Just sadness or depression?
The feelings of Sadness: Maladaptive or adaptive?
Sadness is something we all experience in our lives at some point or the other when we are exposed to different situations and events like loss of a job, death of a loved one, problems in social relationships, etc. It is an individual’s natural reaction to painful situations. The feelings of sadness can have various physical, social and cognitive effects like decreased energy levels, lethargy, lack of motivation, avoiding social gatherings, etc. However, apart from these negative effects, a key adaptive function of sadness is to promote personal reflection following the irrevocable loss of a person or object of importance to the self (Lazarus, 1991). The experience of sadness turns our attention inward, promoting resignation and acceptance (Stearns, 1993). Moreover, physiological arousal is decreased, allowing for a “time-out” (Welling, 2003) to update cognitive structures and to accomplish lost objects. Moreover, the expression of sadness is thought to evoke sympathy and helping responses in others, thereby serving as an important interpersonal function.

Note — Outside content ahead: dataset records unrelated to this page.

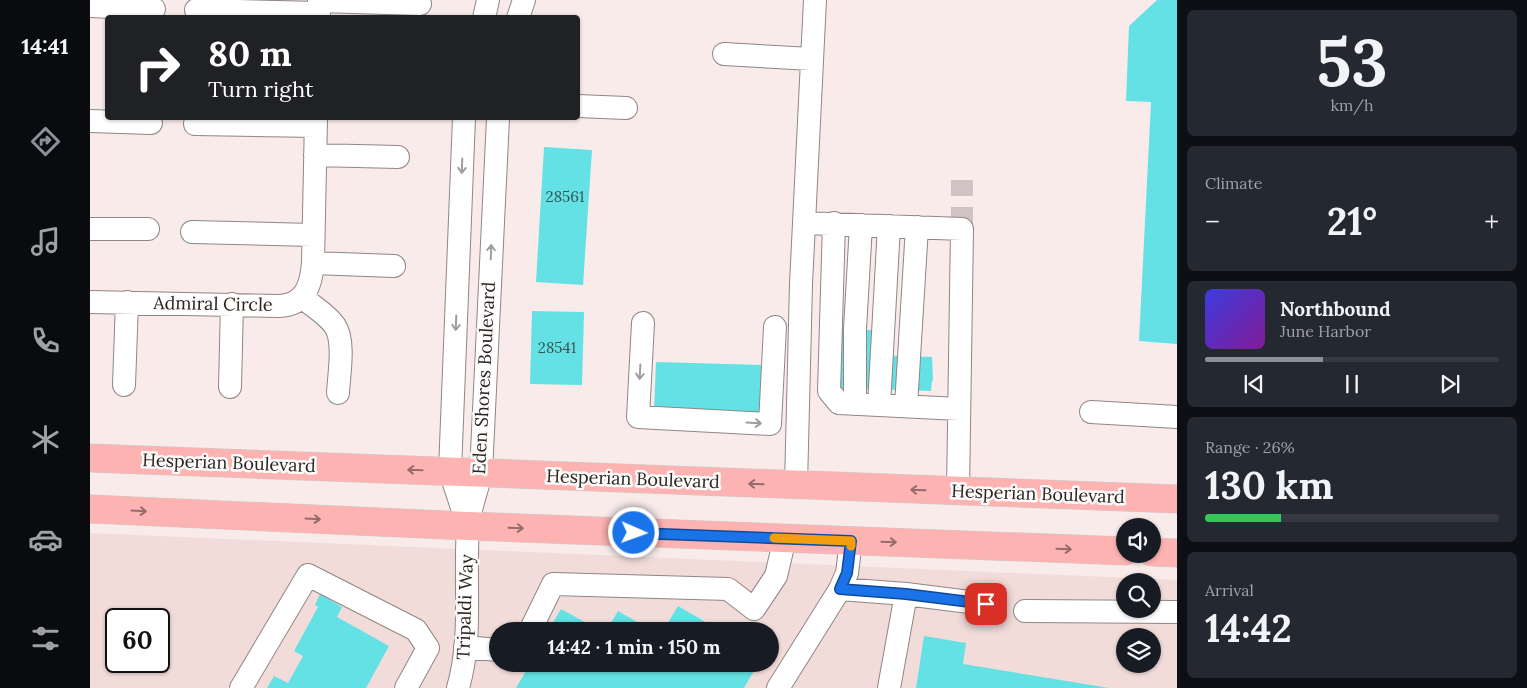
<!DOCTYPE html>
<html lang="en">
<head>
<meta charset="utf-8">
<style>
  :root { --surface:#171b24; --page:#242831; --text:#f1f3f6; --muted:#9ea1a6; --line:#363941; --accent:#8c9099 }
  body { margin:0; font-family:Lora,serif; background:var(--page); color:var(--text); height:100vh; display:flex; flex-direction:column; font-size:19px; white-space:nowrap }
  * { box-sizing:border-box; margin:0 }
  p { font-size:16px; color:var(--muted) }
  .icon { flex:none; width:28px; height:28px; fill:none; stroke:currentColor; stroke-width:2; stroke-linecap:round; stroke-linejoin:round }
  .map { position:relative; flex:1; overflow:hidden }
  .side { display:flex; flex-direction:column; gap:10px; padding:10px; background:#0d0f14; width:350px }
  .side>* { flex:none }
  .guide { position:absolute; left:15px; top:15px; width:475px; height:105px; border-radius:5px; box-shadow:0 1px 4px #0004; background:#202124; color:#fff; overflow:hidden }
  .controls { position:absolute; left:1026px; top:518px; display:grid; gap:10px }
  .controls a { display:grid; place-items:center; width:45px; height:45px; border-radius:50%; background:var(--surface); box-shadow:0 1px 4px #0004; font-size:25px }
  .speed { position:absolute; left:15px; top:608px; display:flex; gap:10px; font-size:25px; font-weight:700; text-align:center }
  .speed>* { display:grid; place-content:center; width:65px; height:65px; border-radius:50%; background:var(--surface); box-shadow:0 1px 4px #0004; line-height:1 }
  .speed .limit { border:2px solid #111; border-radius:8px; background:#fff; color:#111 }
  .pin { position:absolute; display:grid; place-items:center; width:42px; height:42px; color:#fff; margin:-21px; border-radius:10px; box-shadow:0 2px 8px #0006 }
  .me { position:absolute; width:55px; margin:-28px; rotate:92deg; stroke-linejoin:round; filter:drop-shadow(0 0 4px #0008) }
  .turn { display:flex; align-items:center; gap:18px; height:105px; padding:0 20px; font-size:22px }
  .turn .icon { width:65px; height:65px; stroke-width:2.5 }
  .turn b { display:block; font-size:35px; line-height:42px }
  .big { font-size:38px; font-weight:700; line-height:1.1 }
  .side .widget { flex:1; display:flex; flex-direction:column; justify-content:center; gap:8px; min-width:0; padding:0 18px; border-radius:8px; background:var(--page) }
  .side .dial { align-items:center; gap:0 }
  .dial b { font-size:65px; line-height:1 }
  .song { display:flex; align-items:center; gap:15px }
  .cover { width:60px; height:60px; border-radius:8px; background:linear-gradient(135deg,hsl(240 70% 55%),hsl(290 70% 35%)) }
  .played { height:5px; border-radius:2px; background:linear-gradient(90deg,var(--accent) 40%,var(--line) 40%) }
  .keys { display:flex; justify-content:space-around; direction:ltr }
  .heat { display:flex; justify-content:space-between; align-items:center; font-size:28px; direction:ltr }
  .charge { height:8px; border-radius:4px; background:linear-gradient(90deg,#34c759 26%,var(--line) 0) }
  .trip { position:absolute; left:399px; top:622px; width:290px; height:50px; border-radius:25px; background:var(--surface); box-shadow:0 1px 4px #0004; font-weight:700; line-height:50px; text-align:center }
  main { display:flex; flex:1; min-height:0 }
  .tabs { display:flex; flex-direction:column; width:90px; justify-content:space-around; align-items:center; background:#090b0e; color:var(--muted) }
  .tabs .icon { width:35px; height:35px }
  .tabs .active { color:var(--accent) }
  .tabs b { font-size:22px; color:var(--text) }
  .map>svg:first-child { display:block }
</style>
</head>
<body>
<main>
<nav class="tabs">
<b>14:41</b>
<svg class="icon active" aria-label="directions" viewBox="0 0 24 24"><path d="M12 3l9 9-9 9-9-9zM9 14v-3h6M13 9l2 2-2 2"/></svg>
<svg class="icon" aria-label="music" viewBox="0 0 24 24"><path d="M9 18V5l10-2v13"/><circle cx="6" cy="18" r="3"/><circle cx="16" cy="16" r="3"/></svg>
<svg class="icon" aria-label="phone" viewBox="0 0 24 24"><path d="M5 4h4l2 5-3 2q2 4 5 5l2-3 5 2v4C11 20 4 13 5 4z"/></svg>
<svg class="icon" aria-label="climate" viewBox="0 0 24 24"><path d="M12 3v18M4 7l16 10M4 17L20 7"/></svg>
<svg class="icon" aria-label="car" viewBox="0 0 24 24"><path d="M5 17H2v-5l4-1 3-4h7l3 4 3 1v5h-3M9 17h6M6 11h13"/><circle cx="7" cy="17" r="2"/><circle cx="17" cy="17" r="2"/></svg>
<svg class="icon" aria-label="filters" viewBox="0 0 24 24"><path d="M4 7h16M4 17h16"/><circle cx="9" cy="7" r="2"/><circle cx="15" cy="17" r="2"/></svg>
</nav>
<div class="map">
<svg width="1087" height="688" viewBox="0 0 1087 688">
  <rect width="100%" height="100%" fill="#f8ebea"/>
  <path fill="#f2dcda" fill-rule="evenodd" d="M0 533 1087 580V688H0ZM1035 581H1062V609H1035ZM26 619H69V661H26ZM408 631H680V664H408ZM1035 636H1062V664H1035Z"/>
  <path fill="#63e1e4" d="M1067 0H1087V344L1049 341 1061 102 1036 101 1039 26Z
    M454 147 502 150 493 285 446 282Z
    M442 311 494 312 492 385 440 384Z
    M730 328 782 330 781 355 842 357 843 381H842L841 391 728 387Z
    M566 362 672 365 670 416 564 413Z
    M230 594 252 607 247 617 299 646 276 688H177L184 676 198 683 213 656 204 651 228 607 225 605Z
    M588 606 631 631H573Z
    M471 609 511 631H458Z
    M528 611 563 631H516Z
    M834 636 876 643 873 664 1019 688H826Z
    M440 664H668L654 688H426Z"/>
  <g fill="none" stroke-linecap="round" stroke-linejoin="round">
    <path stroke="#cfc3c3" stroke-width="22" stroke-dasharray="22 11" stroke-linecap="butt" d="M872 229V180"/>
    <g stroke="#918585" stroke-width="24">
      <path id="minor" d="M229 1 330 4
        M0 6 64 9
        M106 10 229 13
        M394 18 398 0
        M428 18 434 0
        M634 54 721 59
        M488 106 536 108
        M374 118 360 471 378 526
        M0 121 61 123
        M105 124 226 126
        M225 155 308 157
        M714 223 872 229 868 491
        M744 223 739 391 749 403 869 409
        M0 229H58
        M102 232 223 235
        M223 263 304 266
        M212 297C222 306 237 314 245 326 255 341 249 374 248 393
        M0 302 189 306C215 305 221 286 223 263L226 118
        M553 323 548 417 680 424 685 327
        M34 385 37 302
        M140 387 142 304
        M765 404V329L771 225
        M789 405 799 226
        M816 406 827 227
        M1001 412 1087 417
        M706 485 711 284 725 0
        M750 589 816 594
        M935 611 1087 612
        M440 631 463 584 638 589 664 609 686 576 695 538
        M375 647 408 650
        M151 688 218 575 326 630 338 648
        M316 688 338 648
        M368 688C383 636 374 582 378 528 379 510 387 491 391 473L408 118
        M688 688 750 589 757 573 761 541
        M799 688 816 594 895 604"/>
    </g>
    <g stroke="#cccbcb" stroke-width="29">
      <path id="major" d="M0 458 1087 499
        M0 509 378 526 1035 551
        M1062 552 1087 553"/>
    </g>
    <use href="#minor" stroke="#fff" stroke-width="22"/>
    <use href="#major" stroke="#fdb3b2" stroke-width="28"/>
  </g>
  <defs><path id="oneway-shaft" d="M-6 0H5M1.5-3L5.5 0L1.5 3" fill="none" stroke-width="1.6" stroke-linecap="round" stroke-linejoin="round" transform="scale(1.25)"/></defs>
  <g stroke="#9f9d9d">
    <use href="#oneway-shaft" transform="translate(372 166) rotate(92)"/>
    <use href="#oneway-shaft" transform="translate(401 252) rotate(-88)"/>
    <use href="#oneway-shaft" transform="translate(366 323) rotate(92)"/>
    <use href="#oneway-shaft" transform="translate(550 372) rotate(93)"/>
    <use href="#oneway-shaft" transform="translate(664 423) rotate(3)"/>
  </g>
  <g stroke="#946c6c">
    <use href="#oneway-shaft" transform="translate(325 470) rotate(-178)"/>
    <use href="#oneway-shaft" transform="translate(666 484) rotate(-178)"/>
    <use href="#oneway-shaft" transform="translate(828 490) rotate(-178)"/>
    <use href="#oneway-shaft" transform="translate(49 511) rotate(3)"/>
    <use href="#oneway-shaft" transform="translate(223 519) rotate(3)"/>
    <use href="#oneway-shaft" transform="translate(426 528) rotate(2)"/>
    <use href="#oneway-shaft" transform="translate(799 542) rotate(2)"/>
    <use href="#oneway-shaft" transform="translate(974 549) rotate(2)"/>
  </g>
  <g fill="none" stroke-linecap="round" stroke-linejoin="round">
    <g stroke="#114b97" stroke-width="12">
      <path id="route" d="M544 533 761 541 757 573 750 589 816 594 896 604"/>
    </g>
    <use href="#route" stroke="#1a73e8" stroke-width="9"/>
    <path stroke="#f59e0b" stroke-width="9" d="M684 538 761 541V546"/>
  </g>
  <g text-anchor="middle" stroke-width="5" stroke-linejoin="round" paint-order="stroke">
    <g font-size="15" fill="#385455">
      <text x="475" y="202">28561</text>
      <text x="467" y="353">28541</text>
    </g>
    <g font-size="18" fill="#2a2525" stroke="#fefbfb">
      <text transform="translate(123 304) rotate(1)" y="6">Admiral Circle</text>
      <text transform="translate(394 378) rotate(-87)" y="6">Eden Shores Boulevard</text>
      <text transform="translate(139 463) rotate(2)" y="6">Hesperian Boulevard</text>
      <text transform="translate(543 479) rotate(2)" y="6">Hesperian Boulevard</text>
      <text transform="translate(948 494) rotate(2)" y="6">Hesperian Boulevard</text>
      <text transform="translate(375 607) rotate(-88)" y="6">Tripaldi Way</text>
    </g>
  </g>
</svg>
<div class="controls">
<a><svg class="icon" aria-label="sound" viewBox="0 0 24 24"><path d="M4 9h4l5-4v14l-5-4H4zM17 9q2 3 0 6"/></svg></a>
<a><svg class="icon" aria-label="search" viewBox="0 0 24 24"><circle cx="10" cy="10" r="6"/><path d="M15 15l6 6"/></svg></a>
<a><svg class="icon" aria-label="layers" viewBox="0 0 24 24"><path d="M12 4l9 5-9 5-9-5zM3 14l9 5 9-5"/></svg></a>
</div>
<div class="speed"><div class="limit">60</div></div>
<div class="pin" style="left:896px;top:604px;background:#d93025"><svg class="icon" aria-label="arrive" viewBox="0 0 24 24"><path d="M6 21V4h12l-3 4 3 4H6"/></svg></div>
<svg class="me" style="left:544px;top:533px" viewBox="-20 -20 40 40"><circle r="17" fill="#1a73e8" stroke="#fff" stroke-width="3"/><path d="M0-11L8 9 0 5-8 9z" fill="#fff"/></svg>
<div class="trip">14:42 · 1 min · 150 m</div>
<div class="guide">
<div class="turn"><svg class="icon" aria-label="right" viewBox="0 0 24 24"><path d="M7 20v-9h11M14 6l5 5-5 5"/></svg><div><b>80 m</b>Turn right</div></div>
</div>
</div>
<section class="side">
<div class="widget dial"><b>53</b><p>km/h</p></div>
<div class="widget"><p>Climate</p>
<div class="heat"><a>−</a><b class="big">21°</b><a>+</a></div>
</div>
<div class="widget">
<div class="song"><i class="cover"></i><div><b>Northbound</b><p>June Harbor</p></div></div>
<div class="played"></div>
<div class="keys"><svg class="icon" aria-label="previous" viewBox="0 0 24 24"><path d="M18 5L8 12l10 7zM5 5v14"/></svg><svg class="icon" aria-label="pause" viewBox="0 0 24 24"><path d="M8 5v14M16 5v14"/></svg><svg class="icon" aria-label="next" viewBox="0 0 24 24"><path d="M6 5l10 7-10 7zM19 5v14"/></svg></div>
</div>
<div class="widget"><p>Range · 26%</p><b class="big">130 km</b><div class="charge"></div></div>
<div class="widget"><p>Arrival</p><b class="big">14:42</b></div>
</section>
</main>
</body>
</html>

Depression: A lot more than sadness
Sadness, over time, can deteriorate into a more intense and persistent mood state which is a major characteristic of depression. Depression is more than just an unhappy mood state. According to the DSM 5 (The Diagnostic and Statistical Manual of Mental Disorders) criteria, in order to be diagnosed with depression, five or more additional depressive symptoms have been present during the 2 week period and represent a change from previous functioning; at least one of the symptoms is either depressed mood or loss of interest or pleasure. “One of the mechanisms that most probably mediates the transition from brief, episodic experience of sadness into a more elaborate and dysfunctional depressive state is rumination or repetitively and passively focusing on symptoms of distress and the possible causes and consequences of these symptoms” (Nolen-Hoeksma, 2006).
“Depression is one of the most tragically misunderstood words in the English language,” writes Stephen Ilardi, an associate professor of clinical psychologist at the University of Kansas. People usually use the term depression to denote something far less severe than what the clinical picture of depression actually contains. The term sadness and depression are often used interchangeably. In contrast to the enhanced social and cognitive functioning of the individual during very brief episodes of sadness, depression is associated with withdrawal and despair.
As mentioned earlier, in order to be diagnosed with depression, a person must experience persistent depressive symptoms for 2 weeks. Further, the two week period in depression is not interwoven with days of normal moods. However, sadness on the other hand is a transient feeling that passes as a person copes with or learns to accept the source of sadness.
A person with depression not only has excessive feelings of guilt and worthlessness, he also has recurrent thoughts of death (not just fear of dying), recurrent suicidal ideation without a specific plan, or a suicide attempt or a specific plan for committing suicide. Sadness in contrast is not usually accompanied by very strong suicidal feelings, thoughts or attempts.
Sadness is a brief period of unhappiness in which people are eventually able to see their problems objectively and accordingly develop their course of action. However, depressive symptoms cause clinically significant distress or impairment in social, occupational or other important areas of functioning. The problem solving efforts tend to be interrupted in depression, whereas transient sadness might actually boost some forms of problem solving. Similarly, whereas brief displays of sadness evokes sympathy from others, prolonged display of such expressions tends to have a serious negative effect on personal relationships and tends to threaten overall social adjustment.
The physical symptoms of depression include physical aches and pains. These symptoms can be profound enough to convince afflicted persons that they must be suffering from serious medical condition, even though the symptoms have no apparent physical cause (Simon et al.,1999). Sadness, on the other hand, is characterized by a milder version of these physical symptoms.
Although a person who is sad tends to experience changes in sleep patterns and appetite, they are far less severe and persistent when compared to the person suffering with depression. Depressed individuals experience significant weight loss when not dieting or weight gain (e.g., a chance of more than 5 percent of body weight in a month), or decrease or increase in appetite nearly every day.
It is important to understand the difference between sadness and depression to minimize the chances of an over diagnosis of depression when the person is just sad and not depressed, as well as under diagnosis of depression or inability to diagnose the depressive disorder in an individual when the person is actually suffering from depression, thereby preventing problems like labeling, harmful effects of medications, etc.